Athletes have a long history of advocating for racial justice, but leagues have only recently started to support the cause in a visible way. See: the NFL and US Soccer walking back stances against kneeling during the national anthem, the NBA planning to paint “Black Lives Matter” on courts, NWSL teams wearing “Black Lives Matter” shirts before kickoff. These major moves were prompted by nationwide protests over the deaths of George Floyd, Ahmaud Arbery, Breonna Taylor, and other Black victims of police brutality and racist violence. Now the WNBA is looking to establish itself as a leader for activism in the sports world, announcing today that it would dedicate its 2020 season to social justice.
What will that look like? When the WNBA returns in late July, playing at a single site in Florida, the first weekend of competition will be “centered around the Black Lives Matter movement,” the league said in a statement. Teams will wear “special uniforms to seek justice for the women and girls, including Sandra Bland, Breonna Taylor, Vanessa Guillen and many more who have been the forgotten victims of police brutality and racial violence.” Players will also wear Nike warm-up shirts with “Black Lives Matter” on the front and “Say Her Name” on the back. “‘Black Lives Matter’ will also be prominently displayed on courts during games,” the league said.

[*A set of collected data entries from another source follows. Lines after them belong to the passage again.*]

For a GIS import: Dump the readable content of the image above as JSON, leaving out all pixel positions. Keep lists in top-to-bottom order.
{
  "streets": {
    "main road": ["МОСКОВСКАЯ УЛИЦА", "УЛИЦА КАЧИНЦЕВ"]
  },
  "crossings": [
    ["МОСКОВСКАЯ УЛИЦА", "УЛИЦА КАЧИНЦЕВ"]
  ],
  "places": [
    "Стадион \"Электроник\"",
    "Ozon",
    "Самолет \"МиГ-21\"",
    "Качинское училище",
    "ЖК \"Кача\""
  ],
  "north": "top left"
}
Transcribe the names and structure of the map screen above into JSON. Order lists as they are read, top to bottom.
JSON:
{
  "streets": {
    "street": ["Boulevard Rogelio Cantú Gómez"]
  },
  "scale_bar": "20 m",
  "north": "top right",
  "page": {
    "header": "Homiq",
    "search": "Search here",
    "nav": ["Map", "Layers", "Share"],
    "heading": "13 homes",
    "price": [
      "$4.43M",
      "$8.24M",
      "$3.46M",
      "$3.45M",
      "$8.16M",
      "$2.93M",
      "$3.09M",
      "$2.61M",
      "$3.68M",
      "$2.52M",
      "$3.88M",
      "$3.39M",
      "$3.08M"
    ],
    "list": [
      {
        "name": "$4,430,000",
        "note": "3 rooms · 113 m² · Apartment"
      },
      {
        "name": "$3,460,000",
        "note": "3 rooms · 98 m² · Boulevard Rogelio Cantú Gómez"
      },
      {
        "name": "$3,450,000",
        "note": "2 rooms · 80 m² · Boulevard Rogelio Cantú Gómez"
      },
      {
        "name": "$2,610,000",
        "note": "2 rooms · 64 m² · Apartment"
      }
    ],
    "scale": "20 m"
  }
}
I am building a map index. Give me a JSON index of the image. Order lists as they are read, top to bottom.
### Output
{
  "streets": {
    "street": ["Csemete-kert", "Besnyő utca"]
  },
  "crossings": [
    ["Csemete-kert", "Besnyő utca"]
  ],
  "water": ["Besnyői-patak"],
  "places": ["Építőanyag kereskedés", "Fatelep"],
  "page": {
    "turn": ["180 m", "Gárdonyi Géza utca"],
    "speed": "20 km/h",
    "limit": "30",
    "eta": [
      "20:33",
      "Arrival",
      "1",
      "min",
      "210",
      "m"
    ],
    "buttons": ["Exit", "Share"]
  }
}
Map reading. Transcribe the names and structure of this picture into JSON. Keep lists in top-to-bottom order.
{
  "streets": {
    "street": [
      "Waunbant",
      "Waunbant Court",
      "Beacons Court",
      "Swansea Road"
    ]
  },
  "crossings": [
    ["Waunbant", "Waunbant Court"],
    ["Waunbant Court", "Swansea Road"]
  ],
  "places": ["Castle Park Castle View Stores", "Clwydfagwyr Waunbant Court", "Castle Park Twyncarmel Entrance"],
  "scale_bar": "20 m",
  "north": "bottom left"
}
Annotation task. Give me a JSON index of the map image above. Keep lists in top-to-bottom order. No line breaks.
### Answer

In addition, the WNBA and the WNBA Players’ Association are launching a new platform, “The Justice Movement,” and the WNBA/WNBPA Social Justice Council. The council is meant to create spaces for “community conversations, virtual roundtables, player-produced podcasts, and other activations to address this country’s long history of inequality, implicit bias and systemic racism that has targeted black and brown communities,” the league said.
In doing so, they look to bring together educators, activists, and community leaders together with WNBA community of players and fans, “with an intentional plan to educate, amplify and mobilize for action.” The council will be player-led, featuring stars like Layshia Clarendon, Breanna Stewart, and A’ja Wilson, and advised by Alicia Garza, co-founder of Black Lives Matter, and Carolyn DeWitt, CEO of Rock the Vote, among others.
“As many WNBA players – past and present – have said and, more importantly, consistently demonstrated, the reason why you see us engaging and leading the charge when it comes to social advocacy is because it is in our DNA,” said Nneka Ogwumike, president of the WNBPA and forward for the Los Angeles Sparks, in the statement. “With 140-plus voices all together for the first time ever, we can be a powerful force connecting to our sisters across the country and in other parts of the world. And may we all recognize that the league’s stated commitment to us – in this season and beyond – offers a pivotal moment in sports history.”
Some WNBA players have already decided to skip the 2020 season to push for racial justice. Maya Moore, one of the most accomplished players in history, will be missing her second season to further the fight for criminal justice reform. (She focused her efforts on overturning the conviction of Jonathan Irons, who was officially released on July 1.)
“We are incredibly proud of WNBA players who continue to lead with their inspiring voices and effective actions in the league’s dedicated fight against systemic racism and violence,” said WNBA Commissioner Cathy Engelbert, emphasizing that the league hopes to carry the torch for social justice beyond the 2020 season. “Systemic change can’t happen overnight, but it is our shared responsibility to do everything we can to raise awareness and promote the justice we hope to see in society.”